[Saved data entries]
* * * * * * *

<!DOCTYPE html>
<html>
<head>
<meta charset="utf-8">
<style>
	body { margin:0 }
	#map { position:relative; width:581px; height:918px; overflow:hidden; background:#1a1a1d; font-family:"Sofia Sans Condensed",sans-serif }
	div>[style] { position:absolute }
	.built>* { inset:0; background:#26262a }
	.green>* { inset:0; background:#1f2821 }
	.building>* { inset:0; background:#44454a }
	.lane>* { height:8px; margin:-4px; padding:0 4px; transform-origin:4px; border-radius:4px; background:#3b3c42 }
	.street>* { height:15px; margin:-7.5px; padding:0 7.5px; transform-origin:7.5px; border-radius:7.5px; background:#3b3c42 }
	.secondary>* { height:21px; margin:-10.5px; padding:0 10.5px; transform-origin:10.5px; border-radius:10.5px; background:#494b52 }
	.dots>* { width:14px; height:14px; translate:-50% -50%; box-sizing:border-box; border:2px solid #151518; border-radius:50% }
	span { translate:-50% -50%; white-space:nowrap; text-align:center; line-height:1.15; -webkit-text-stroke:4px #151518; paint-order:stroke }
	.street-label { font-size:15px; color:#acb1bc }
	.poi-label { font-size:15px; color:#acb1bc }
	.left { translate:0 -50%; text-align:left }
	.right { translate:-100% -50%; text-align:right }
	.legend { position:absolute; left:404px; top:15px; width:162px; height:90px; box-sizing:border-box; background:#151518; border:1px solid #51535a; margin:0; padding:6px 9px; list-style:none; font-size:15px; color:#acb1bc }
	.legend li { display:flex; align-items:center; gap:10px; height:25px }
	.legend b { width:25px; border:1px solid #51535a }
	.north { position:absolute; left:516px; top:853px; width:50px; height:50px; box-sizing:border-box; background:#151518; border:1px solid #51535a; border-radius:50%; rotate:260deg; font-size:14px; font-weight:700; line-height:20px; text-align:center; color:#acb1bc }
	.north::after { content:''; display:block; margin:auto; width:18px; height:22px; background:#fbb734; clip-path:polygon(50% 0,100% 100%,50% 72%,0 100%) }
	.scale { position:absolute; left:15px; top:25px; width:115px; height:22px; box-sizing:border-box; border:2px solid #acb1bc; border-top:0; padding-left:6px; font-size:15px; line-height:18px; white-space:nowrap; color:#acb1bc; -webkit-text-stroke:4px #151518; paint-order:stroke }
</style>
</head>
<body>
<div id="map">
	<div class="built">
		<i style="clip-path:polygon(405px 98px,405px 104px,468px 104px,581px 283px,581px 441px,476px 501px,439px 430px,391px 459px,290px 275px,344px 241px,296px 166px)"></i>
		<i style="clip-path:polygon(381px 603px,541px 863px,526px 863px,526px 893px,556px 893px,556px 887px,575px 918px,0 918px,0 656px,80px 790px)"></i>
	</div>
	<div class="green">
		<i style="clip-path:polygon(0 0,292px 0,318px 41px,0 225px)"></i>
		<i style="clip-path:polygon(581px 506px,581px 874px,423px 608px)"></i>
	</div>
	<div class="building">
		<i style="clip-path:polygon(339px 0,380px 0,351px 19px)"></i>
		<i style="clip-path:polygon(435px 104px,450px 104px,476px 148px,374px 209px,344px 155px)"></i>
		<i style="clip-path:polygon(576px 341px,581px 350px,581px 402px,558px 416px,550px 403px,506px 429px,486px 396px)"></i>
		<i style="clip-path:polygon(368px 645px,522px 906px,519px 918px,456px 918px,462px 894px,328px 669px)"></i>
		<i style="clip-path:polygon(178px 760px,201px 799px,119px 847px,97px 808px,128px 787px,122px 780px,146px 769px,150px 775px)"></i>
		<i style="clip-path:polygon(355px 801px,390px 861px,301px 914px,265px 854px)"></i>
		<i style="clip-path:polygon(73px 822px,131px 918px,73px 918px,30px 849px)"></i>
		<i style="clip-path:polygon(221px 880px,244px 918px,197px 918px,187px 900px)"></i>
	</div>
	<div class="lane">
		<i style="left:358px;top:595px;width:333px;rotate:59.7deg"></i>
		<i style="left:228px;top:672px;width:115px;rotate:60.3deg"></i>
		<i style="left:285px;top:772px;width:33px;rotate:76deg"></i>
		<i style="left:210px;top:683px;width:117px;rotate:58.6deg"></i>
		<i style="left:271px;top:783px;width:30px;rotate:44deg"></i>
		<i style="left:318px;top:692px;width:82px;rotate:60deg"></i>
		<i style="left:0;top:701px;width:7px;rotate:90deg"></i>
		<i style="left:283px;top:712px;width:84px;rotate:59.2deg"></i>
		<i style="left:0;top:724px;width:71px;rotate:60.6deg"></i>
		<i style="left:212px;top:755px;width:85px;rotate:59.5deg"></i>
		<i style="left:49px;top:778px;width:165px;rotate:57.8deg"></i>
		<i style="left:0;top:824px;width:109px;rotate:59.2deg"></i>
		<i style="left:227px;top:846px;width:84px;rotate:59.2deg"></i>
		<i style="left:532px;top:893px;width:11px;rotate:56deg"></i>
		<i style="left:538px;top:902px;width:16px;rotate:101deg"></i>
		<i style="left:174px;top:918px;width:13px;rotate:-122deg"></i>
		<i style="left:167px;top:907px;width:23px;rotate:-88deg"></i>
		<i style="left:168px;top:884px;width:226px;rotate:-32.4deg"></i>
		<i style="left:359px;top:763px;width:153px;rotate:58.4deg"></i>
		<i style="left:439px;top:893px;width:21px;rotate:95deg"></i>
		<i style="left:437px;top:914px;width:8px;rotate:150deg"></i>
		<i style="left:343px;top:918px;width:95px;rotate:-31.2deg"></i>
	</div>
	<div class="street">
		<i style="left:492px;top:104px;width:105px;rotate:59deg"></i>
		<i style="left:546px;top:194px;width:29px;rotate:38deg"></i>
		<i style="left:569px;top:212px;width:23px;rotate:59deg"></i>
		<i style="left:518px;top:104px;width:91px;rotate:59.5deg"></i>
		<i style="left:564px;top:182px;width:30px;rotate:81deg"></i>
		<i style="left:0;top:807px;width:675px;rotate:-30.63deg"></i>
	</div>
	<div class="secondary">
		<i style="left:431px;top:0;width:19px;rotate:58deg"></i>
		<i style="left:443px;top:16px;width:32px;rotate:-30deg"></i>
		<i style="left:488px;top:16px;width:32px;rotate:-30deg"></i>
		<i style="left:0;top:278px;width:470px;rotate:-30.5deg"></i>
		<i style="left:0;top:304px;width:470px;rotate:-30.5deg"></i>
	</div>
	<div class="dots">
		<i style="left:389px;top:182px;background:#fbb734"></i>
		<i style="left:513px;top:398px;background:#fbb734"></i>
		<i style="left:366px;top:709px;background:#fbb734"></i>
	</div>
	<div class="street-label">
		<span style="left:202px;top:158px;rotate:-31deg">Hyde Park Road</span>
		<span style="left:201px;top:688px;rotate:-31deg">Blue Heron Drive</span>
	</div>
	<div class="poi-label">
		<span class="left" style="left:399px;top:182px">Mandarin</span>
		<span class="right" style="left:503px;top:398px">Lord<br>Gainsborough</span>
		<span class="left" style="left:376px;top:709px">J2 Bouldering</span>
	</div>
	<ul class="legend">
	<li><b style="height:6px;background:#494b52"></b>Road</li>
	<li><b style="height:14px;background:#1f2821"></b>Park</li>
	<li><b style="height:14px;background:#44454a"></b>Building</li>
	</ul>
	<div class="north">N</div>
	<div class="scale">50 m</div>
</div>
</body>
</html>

* * * * * * *

→ What the task asks:
Reply with the lines from the first line of the entries through the line that contains "position:absolute; left:404px; top:15px;", repeated exactly with both ends kept, and with nothing else.

→ Response area:
<!DOCTYPE html>
<html>
<head>
<meta charset="utf-8">
<style>
	body { margin:0 }
	#map { position:relative; width:581px; height:918px; overflow:hidden; background:#1a1a1d; font-family:"Sofia Sans Condensed",sans-serif }
	div>[style] { position:absolute }
	.built>* { inset:0; background:#26262a }
	.green>* { inset:0; background:#1f2821 }
	.building>* { inset:0; background:#44454a }
	.lane>* { height:8px; margin:-4px; padding:0 4px; transform-origin:4px; border-radius:4px; background:#3b3c42 }
	.street>* { height:15px; margin:-7.5px; padding:0 7.5px; transform-origin:7.5px; border-radius:7.5px; background:#3b3c42 }
	.secondary>* { height:21px; margin:-10.5px; padding:0 10.5px; transform-origin:10.5px; border-radius:10.5px; background:#494b52 }
	.dots>* { width:14px; height:14px; translate:-50% -50%; box-sizing:border-box; border:2px solid #151518; border-radius:50% }
	span { translate:-50% -50%; white-space:nowrap; text-align:center; line-height:1.15; -webkit-text-stroke:4px #151518; paint-order:stroke }
	.street-label { font-size:15px; color:#acb1bc }
	.poi-label { font-size:15px; color:#acb1bc }
	.left { translate:0 -50%; text-align:left }
	.right { translate:-100% -50%; text-align:right }
	.legend { position:absolute; left:404px; top:15px; width:162px; height:90px; box-sizing:border-box; background:#151518; border:1px solid #51535a; margin:0; padding:6px 9px; list-style:none; font-size:15px; color:#acb1bc }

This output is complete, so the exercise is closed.